Your assignment =>
This exercise calls for an exact transcription. Set down every record below.

Stored data =>

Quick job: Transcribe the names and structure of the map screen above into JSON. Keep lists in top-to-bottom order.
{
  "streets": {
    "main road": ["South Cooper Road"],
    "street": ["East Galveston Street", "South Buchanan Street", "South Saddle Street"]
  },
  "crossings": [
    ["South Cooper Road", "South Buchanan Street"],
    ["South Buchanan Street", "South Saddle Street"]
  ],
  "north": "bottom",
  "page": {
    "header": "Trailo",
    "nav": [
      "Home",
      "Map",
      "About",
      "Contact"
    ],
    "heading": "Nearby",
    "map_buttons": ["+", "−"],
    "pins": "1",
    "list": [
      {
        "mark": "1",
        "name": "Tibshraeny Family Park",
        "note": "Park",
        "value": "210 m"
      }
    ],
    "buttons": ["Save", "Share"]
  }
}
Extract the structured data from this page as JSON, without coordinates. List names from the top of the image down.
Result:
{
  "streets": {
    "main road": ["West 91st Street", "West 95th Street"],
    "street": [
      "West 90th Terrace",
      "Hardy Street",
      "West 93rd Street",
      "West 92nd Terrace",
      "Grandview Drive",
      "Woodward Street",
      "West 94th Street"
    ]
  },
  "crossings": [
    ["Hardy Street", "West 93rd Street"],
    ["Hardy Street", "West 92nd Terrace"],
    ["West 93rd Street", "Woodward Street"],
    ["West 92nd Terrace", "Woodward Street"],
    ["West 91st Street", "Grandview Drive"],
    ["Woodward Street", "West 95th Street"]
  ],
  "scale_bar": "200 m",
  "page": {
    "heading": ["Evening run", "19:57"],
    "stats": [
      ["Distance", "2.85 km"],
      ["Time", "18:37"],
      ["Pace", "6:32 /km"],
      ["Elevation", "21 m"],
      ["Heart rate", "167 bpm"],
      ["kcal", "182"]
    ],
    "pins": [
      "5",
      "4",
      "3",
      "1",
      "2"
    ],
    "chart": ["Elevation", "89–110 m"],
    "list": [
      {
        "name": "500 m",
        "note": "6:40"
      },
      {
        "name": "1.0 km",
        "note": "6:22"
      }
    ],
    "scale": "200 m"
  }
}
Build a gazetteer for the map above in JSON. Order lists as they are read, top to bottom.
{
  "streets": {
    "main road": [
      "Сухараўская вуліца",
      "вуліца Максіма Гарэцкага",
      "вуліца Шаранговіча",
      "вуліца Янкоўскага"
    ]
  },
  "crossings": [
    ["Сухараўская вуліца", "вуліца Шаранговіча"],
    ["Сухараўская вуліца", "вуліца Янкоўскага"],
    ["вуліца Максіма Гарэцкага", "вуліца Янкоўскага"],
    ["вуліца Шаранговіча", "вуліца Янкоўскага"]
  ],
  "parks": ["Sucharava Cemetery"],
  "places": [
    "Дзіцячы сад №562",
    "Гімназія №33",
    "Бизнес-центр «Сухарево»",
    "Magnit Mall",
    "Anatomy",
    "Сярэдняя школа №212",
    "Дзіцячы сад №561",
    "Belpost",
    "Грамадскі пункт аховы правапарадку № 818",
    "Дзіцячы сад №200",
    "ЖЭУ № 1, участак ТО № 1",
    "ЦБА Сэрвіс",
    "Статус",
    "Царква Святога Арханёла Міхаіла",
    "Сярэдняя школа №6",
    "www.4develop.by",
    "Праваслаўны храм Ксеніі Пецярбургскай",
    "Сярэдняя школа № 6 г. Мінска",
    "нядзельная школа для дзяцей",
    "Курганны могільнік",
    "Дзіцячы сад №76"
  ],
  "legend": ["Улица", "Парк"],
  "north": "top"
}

Written answer =>
Quick job: Transcribe the names and structure of the map screen above into JSON. Keep lists in top-to-bottom order.
{
  "streets": {
    "main road": ["South Cooper Road"],
    "street": ["East Galveston Street", "South Buchanan Street", "South Saddle Street"]
  },
  "crossings": [
    ["South Cooper Road", "South Buchanan Street"],
    ["South Buchanan Street", "South Saddle Street"]
  ],
  "north": "bottom",
  "page": {
    "header": "Trailo",
    "nav": [
      "Home",
      "Map",
      "About",
      "Contact"
    ],
    "heading": "Nearby",
    "map_buttons": ["+", "−"],
    "pins": "1",
    "list": [
      {
        "mark": "1",
        "name": "Tibshraeny Family Park",
        "note": "Park",
        "value": "210 m"
      }
    ],
    "buttons": ["Save", "Share"]
  }
}
Extract the structured data from this page as JSON, without coordinates. List names from the top of the image down.
Result:
{
  "streets": {
    "main road": ["West 91st Street", "West 95th Street"],
    "street": [
      "West 90th Terrace",
      "Hardy Street",
      "West 93rd Street",
      "West 92nd Terrace",
      "Grandview Drive",
      "Woodward Street",
      "West 94th Street"
    ]
  },
  "crossings": [
    ["Hardy Street", "West 93rd Street"],
    ["Hardy Street", "West 92nd Terrace"],
    ["West 93rd Street", "Woodward Street"],
    ["West 92nd Terrace", "Woodward Street"],
    ["West 91st Street", "Grandview Drive"],
    ["Woodward Street", "West 95th Street"]
  ],
  "scale_bar": "200 m",
  "page": {
    "heading": ["Evening run", "19:57"],
    "stats": [
      ["Distance", "2.85 km"],
      ["Time", "18:37"],
      ["Pace", "6:32 /km"],
      ["Elevation", "21 m"],
      ["Heart rate", "167 bpm"],
      ["kcal", "182"]
    ],
    "pins": [
      "5",
      "4",
      "3",
      "1",
      "2"
    ],
    "chart": ["Elevation", "89–110 m"],
    "list": [
      {
        "name": "500 m",
        "note": "6:40"
      },
      {
        "name": "1.0 km",
        "note": "6:22"
      }
    ],
    "scale": "200 m"
  }
}
Build a gazetteer for the map above in JSON. Order lists as they are read, top to bottom.
{
  "streets": {
    "main road": [
      "Сухараўская вуліца",
      "вуліца Максіма Гарэцкага",
      "вуліца Шаранговіча",
      "вуліца Янкоўскага"
    ]
  },
  "crossings": [
    ["Сухараўская вуліца", "вуліца Шаранговіча"],
    ["Сухараўская вуліца", "вуліца Янкоўскага"],
    ["вуліца Максіма Гарэцкага", "вуліца Янкоўскага"],
    ["вуліца Шаранговіча", "вуліца Янкоўскага"]
  ],
  "parks": ["Sucharava Cemetery"],
  "places": [
    "Дзіцячы сад №562",
    "Гімназія №33",
    "Бизнес-центр «Сухарево»",
    "Magnit Mall",
    "Anatomy",
    "Сярэдняя школа №212",
    "Дзіцячы сад №561",
    "Belpost",
    "Грамадскі пункт аховы правапарадку № 818",
    "Дзіцячы сад №200",
    "ЖЭУ № 1, участак ТО № 1",
    "ЦБА Сэрвіс",
    "Статус",
    "Царква Святога Арханёла Міхаіла",
    "Сярэдняя школа №6",
    "www.4develop.by",
    "Праваслаўны храм Ксеніі Пецярбургскай",
    "Сярэдняя школа № 6 г. Мінска",
    "нядзельная школа для дзяцей",
    "Курганны могільнік",
    "Дзіцячы сад №76"
  ],
  "legend": ["Улица", "Парк"],
  "north": "top"
}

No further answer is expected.